Back to Langfuse

Langfuse Infra Scaling

.agents/skills/infra-scaling/SKILL.md

3.200.016.7 KB
Original Source

Langfuse Infra Scaling

Use this skill for Langfuse web-ingestion, web, and web-iso autoscaling work in langfuse/infrastructure.

Goal

Optimize the cost/performance tradeoff: run the smallest reliable container footprint that preserves acceptable latency, error rate, CPU/memory headroom, event-loop health, and burst capacity. Treat both idle overprovisioning and insufficient headroom as problems. Recommendations should say which side of the tradeoff they optimize and why.

Core Rules

  • Read the current branch and files first. Do not rely on remembered values.
  • Do not optimize only for cost or only for latency. Prefer changes that reduce waste when health is green, and preserve or add headroom when snappy routes, errors, CPU/memory, event-loop delay, or autoscaler load show risk.
  • Keep web_ingestion_cpu = 2048 unless the user explicitly overrides it. These Node.js containers reserve one CPU for the event loop and one for background work.
  • Treat web_ingestion_instances as the autoscaler minimum.
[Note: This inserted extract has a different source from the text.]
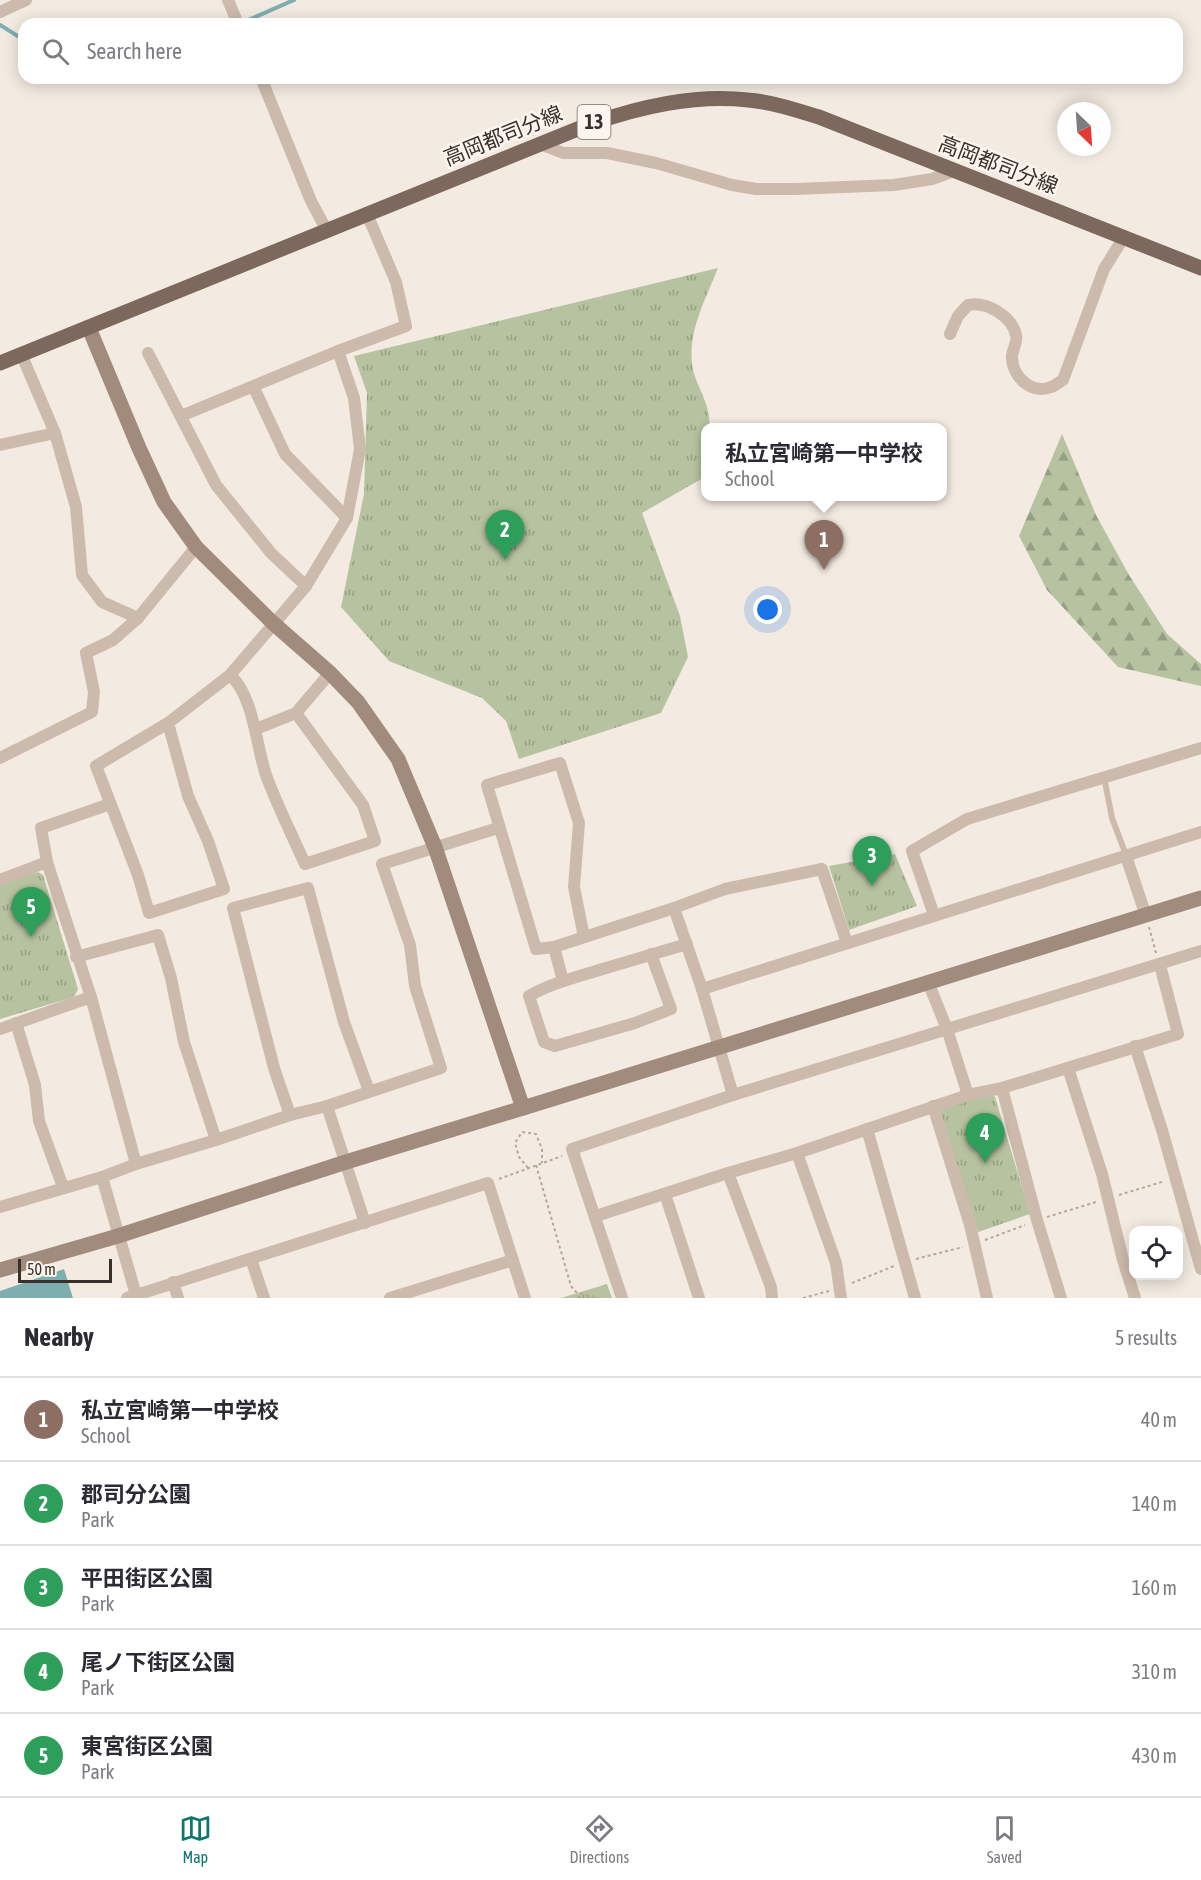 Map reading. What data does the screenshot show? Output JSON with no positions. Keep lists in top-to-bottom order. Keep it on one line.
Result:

In terraform/modules/ecs_service/resources.tf, the autoscaler target uses min_capacity = var.instances.
  • For prod web-ingestion, keep the minimum container count at 3.
  • Preserve burst capacity when lowering the minimum: max_capacity = web_ingestion_instances * web_ingestion_autoscaler_max_capacity_multiplier.
  • Distinguish cost levers: if a service usually sits at its minimum task count, raising RPM targets will not save money; lower the minimum after validating HA/compliance floors, and raise the max-capacity multiplier if needed to preserve burst ceiling.
  • Update dashboard markers whenever RPM target or boundary changes.
  • Use exact OpenTofu math for markers. Do not mental-math ceil(target * boundary) because Terraform float behavior can produce off-by-one results.
  • For web and web-iso, do not reduce RPM per container solely because service latency is high. First inspect full APM traces, including ClickHouse spans, to distinguish container saturation from database-bound requests.
  • If slow web-iso traces are dominated by ClickHouse child spans, do not lower RPM targets as the primary fix. Lowering RPM changes web-container scaling and request distribution, but it does not reduce ClickHouse query cost, total query workload, or an individual long-running query duration.
  • If scaling should be adjusted, create or update a GitHub PR. For Linear follow-ups, prepare a human-review table first and wait for explicit human approval before creating, updating, commenting on, or assigning tickets. Do not create or assign Linear tickets for Valeriy.

Files

Service scaling values live in:

text
terraform/environments/services/env-prod-us.tfvars
terraform/environments/services/env-prod-eu.tfvars
terraform/environments/services/env-prod-hipaa.tfvars
terraform/environments/services/env-prod-jp.tfvars

Dashboard marker values live in:

text
terraform/environments/monitoring/env-prod-us.tfvars
terraform/environments/monitoring/env-prod-eu.tfvars
terraform/environments/monitoring/env-prod-hipaa.tfvars
terraform/environments/monitoring/env-prod-jp.tfvars

Autoscaler implementation:

text
terraform/environments/services/web_ingestion.tf
terraform/environments/services/web.tf
terraform/environments/services/web_isolated.tf
terraform/modules/ecs_service/resources.tf
terraform/modules/ecs_autoscaler/resources.tf

Important implementation facts:

  • RPM scale-up threshold is rpm_target + ceil(rpm_target * rpm_boundary).
  • RPM scale-down threshold is rpm_target - ceil(rpm_target * rpm_boundary).
  • Web ingestion uses autoscaler_up_eval_periods = 1, autoscaler_step_size = 2, and the default scale-down evaluation periods of 5.
  • Scale-down removes 1 task per step; scale-up adds 2.
  • web-iso uses autoscaler_up_eval_periods = 1 and autoscaler_step_size = 2.
  • web and web-iso RPM autoscalers do not use processed-bytes weighting; web-ingestion does.
  • Use autoscaler-aligned ALB target group filters. For web-ingestion, use exact targetgroup:targetgroup/${env}-web-ingestion/*. For web, use exact targetgroup:targetgroup/${env}-web/*. For web-iso, use targetgroup:targetgroup/${env}-web-iso*/*. Avoid broad web-* filters because they can mix web, web-iso, and web-ingestion.

Workflow

  1. Inspect local context:
bash
git status --short --branch
rg -n "web_ingestion_instances|web_ingestion_autoscaler_rpm_target|web_ingestion_autoscaler_rpm_boundary|web_ingestion_autoscaler_max_capacity_multiplier" terraform/environments/services/*.tfvars
  1. Gather current production evidence before changing thresholds. Load the Datadog metrics skill before querying Datadog.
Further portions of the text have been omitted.